[Opening DATA EXCERPTS section]

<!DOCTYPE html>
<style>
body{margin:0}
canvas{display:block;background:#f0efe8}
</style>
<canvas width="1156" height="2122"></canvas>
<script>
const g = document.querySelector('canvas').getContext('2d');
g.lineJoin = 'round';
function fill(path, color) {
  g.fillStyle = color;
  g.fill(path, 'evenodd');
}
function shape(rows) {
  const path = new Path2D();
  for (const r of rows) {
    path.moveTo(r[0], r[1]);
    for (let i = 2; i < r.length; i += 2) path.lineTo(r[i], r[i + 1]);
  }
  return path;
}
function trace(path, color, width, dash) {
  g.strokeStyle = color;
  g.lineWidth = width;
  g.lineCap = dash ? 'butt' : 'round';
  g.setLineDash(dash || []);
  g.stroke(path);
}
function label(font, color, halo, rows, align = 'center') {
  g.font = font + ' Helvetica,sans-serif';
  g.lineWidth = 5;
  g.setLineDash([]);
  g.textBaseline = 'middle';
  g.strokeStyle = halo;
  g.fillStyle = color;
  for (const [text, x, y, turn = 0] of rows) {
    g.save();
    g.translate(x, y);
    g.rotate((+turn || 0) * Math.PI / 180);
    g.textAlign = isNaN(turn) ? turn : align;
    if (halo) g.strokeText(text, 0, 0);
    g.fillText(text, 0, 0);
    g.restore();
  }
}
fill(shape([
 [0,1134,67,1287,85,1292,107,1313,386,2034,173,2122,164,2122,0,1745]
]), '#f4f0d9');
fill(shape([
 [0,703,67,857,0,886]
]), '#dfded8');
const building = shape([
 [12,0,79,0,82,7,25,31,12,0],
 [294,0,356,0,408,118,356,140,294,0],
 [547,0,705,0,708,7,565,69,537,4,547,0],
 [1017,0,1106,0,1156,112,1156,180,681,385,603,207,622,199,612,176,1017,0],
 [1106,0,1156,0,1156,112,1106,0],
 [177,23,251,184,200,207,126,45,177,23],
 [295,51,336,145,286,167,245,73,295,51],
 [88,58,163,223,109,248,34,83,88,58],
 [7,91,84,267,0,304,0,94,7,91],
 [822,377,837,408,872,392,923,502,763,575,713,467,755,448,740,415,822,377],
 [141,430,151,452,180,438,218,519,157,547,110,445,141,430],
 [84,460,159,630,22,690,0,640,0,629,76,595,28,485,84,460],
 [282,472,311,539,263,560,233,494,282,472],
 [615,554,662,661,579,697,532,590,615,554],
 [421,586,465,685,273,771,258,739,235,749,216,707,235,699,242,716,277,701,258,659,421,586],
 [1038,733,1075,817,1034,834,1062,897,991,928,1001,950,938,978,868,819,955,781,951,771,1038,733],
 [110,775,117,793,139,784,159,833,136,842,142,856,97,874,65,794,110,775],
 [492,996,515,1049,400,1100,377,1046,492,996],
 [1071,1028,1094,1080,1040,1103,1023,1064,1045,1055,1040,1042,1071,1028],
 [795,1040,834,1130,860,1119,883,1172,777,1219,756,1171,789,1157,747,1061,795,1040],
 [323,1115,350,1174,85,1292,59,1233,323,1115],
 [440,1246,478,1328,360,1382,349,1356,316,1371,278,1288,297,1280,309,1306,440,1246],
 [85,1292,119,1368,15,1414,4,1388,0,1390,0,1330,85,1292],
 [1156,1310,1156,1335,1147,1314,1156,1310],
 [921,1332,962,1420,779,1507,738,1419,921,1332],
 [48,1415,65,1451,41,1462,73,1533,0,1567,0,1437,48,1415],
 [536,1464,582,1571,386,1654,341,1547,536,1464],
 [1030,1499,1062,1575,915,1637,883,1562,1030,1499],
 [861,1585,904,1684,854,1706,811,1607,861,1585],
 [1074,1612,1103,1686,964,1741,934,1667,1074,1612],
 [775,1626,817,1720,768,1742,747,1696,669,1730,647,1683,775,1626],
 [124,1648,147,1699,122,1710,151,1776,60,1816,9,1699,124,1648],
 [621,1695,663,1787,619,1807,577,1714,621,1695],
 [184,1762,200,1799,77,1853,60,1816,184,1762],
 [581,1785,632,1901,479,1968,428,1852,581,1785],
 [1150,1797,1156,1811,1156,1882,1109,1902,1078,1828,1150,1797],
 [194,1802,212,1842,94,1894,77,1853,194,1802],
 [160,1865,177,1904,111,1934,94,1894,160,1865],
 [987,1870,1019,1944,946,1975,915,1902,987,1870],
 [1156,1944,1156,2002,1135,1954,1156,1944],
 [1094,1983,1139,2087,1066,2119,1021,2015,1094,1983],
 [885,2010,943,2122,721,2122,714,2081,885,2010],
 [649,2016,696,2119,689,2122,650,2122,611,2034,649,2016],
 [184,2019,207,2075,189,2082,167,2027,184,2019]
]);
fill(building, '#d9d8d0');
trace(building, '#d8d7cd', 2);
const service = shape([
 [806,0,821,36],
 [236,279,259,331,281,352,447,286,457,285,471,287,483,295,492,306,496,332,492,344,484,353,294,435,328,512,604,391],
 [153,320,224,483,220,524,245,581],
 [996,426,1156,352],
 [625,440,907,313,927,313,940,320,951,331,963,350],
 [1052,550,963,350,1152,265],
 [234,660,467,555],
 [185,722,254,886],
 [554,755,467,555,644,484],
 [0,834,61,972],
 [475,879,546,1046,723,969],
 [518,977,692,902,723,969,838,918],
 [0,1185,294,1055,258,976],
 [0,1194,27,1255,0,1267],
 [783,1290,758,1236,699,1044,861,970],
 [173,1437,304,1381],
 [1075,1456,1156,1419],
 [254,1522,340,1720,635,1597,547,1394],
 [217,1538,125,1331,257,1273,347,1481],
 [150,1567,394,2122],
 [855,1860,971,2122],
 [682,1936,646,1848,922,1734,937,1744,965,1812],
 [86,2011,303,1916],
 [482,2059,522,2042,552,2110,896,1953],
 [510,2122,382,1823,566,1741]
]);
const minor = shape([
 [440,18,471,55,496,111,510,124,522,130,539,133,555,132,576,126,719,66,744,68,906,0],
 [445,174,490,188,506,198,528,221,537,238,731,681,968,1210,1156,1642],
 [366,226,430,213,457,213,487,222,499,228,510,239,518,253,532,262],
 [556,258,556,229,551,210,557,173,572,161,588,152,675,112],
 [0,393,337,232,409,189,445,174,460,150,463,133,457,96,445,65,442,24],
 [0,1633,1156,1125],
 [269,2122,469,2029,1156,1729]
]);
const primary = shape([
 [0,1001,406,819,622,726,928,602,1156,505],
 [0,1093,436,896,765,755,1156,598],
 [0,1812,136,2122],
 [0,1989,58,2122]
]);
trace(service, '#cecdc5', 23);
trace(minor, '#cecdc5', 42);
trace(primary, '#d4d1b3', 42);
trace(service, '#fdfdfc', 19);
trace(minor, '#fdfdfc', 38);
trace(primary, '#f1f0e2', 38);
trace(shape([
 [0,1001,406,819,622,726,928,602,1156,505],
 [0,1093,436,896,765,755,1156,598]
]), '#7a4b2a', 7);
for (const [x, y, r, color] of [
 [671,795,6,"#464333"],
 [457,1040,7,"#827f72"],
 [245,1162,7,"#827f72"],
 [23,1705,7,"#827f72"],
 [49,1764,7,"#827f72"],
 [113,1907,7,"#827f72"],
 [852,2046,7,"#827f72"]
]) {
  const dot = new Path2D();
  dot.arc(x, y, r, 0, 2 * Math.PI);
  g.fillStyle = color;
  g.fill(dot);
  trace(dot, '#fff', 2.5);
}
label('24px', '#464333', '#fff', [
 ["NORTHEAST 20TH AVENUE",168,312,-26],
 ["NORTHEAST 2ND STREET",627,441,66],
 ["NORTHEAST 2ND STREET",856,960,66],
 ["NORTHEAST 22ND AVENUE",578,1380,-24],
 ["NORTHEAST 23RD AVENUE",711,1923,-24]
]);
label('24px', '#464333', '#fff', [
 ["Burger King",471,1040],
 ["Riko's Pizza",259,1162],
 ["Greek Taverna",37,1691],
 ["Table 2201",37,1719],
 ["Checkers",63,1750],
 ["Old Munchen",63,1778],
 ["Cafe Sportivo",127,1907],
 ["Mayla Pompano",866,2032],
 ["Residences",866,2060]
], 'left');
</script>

[Closing DATA EXCERPTS section]

* _EXERCISE BRIEF_: The answer must consist of each line from the entries that contains the string "font".

* _SOLUTION FOR THIS PROBLEM_:
function label(font, color, halo, rows, align = 'center') {
  g.font = font + ' Helvetica,sans-serif';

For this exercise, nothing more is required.